O Golpe 64 é um trauma, mas precisamos lamber as feridas, sem comiserações. Este evento foi parte da geopolítica do capitalismo norte-americano e em nome contra uma propalada "ameaça comunista", eufemismo de "guerra fria".
Hoje, passados meio século, podemos dizer que o "ameaça comunista" Não existe mais & o "capitalismo" é triunfante. Mas apesar da hegemonia dos EUA, as crises deste sistema econômico cada vez mais vez acontece em curtos prazos, e ameaça a estabilidade dos países ricos, pobres e aqueles em ascensão. Estes são os desafios deste século XXI, quando ninguém têm uma resposta objetiva e imediata para a crise político-econômica planetária. Mais uma lição podemos tirar, a partir das declarações do economista francês Thomas Piketty autor de "Le Capital au XXI Siecle" (O Capital no Século XXI):
"Acredito na propriedade privada, mas o capitalismo e o mercado devem ser escravos da democracia, e não o oposto".
Dito isto, quero relembrar os motivos que levaram ao Golpe de Estado 1964, ele foi dado para cercear aquilo que de melhor se construía no Brasil desde a sua fundação, estávamos ocupando os espaços em todas as áreas: ciência , arquitetura, tecnologia, pedagogia, dramaturgia, cinema, artes plásticas, música (popular & erudita, inclusive experimental-vanguarda).

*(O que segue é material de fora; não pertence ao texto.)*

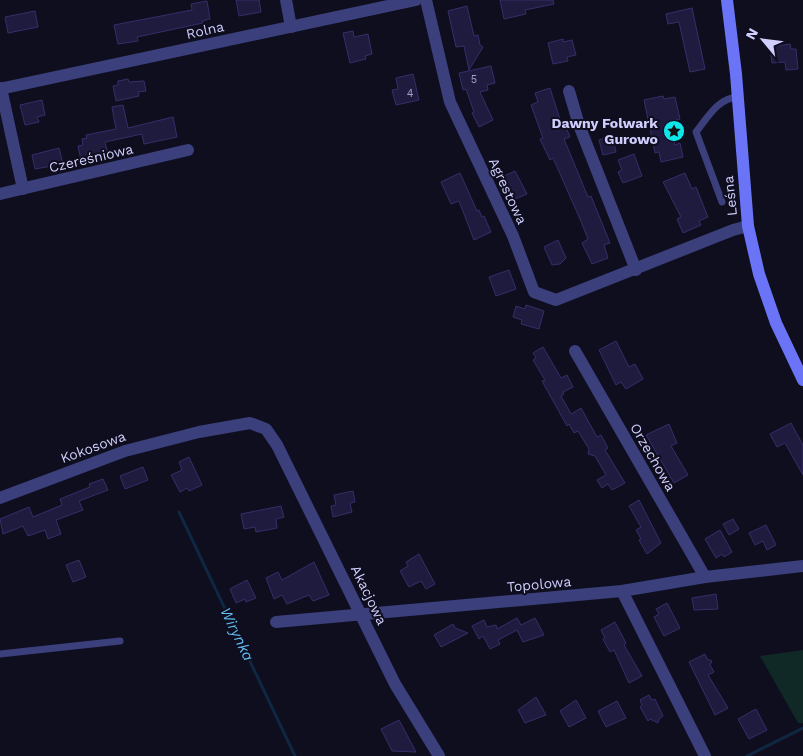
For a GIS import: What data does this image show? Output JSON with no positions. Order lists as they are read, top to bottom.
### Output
{
  "streets": {
    "street": [
      "Rolna",
      "Czereśniowa",
      "Agrestowa",
      "Leśna",
      "Kokosowa",
      "Orzechowa",
      "Topolowa",
      "Akacjowa"
    ]
  },
  "crossings": [
    ["Agrestowa", "Leśna"],
    ["Kokosowa", "Akacjowa"],
    ["Orzechowa", "Topolowa"],
    ["Topolowa", "Akacjowa"]
  ],
  "water": ["Wirynka"],
  "places": {
    "place": ["Dawny Folwark Gurowo"]
  },
  "house_numbers": ["5", "4"],
  "north": "top left"
}
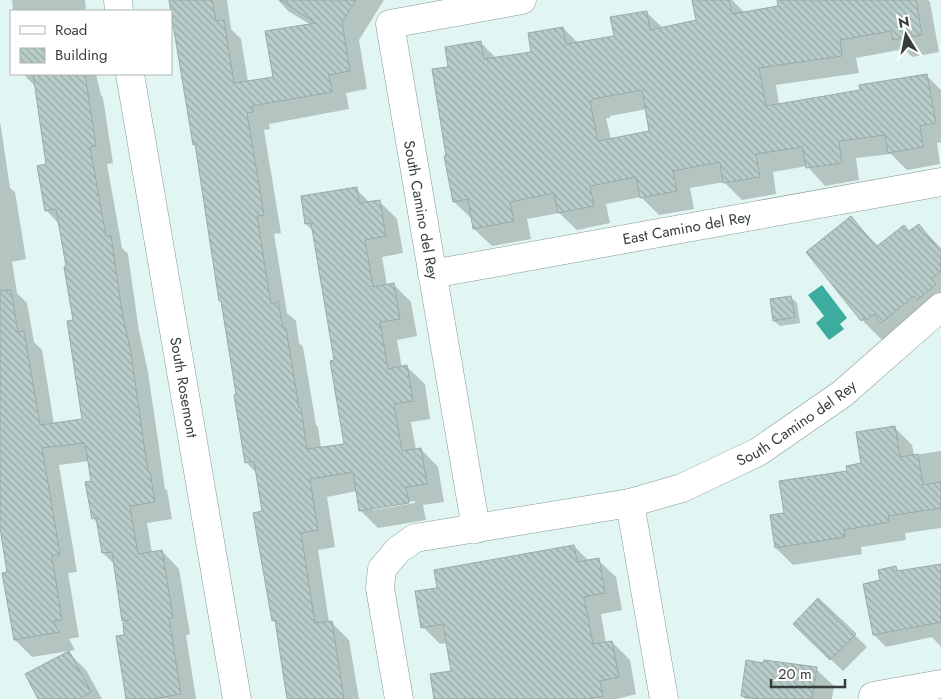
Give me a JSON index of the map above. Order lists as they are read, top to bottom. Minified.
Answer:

O país parecia que iria explodir em criatividade. Era preciso derrubar o gigante, passar-lhe uma rasteira, humilha-lo, devolve-lo para cozinha, para a senzala, para o fundão da selva. Naquele tempos discutia-se se o Brasil era semi-feudal, semi-capitalista, tudo para justificar a opção revolucionária se daria pela cidade ou pelo campo.
A Universidade de Brasília era uma verdadeira ágora, aonde os brasilienses podiam visitar, passear e estudar, foi justamente contra ela que foi usado a mão mais pesada da ditadura...Várias invasões com armas e tanques de guerra, prisões e expulsão de mais de 500 professores (mestres, doutores de vários países). O jovem líder estudantil desta universidade, Honestino Guimarães é uma das vítimas, um desaparecido político.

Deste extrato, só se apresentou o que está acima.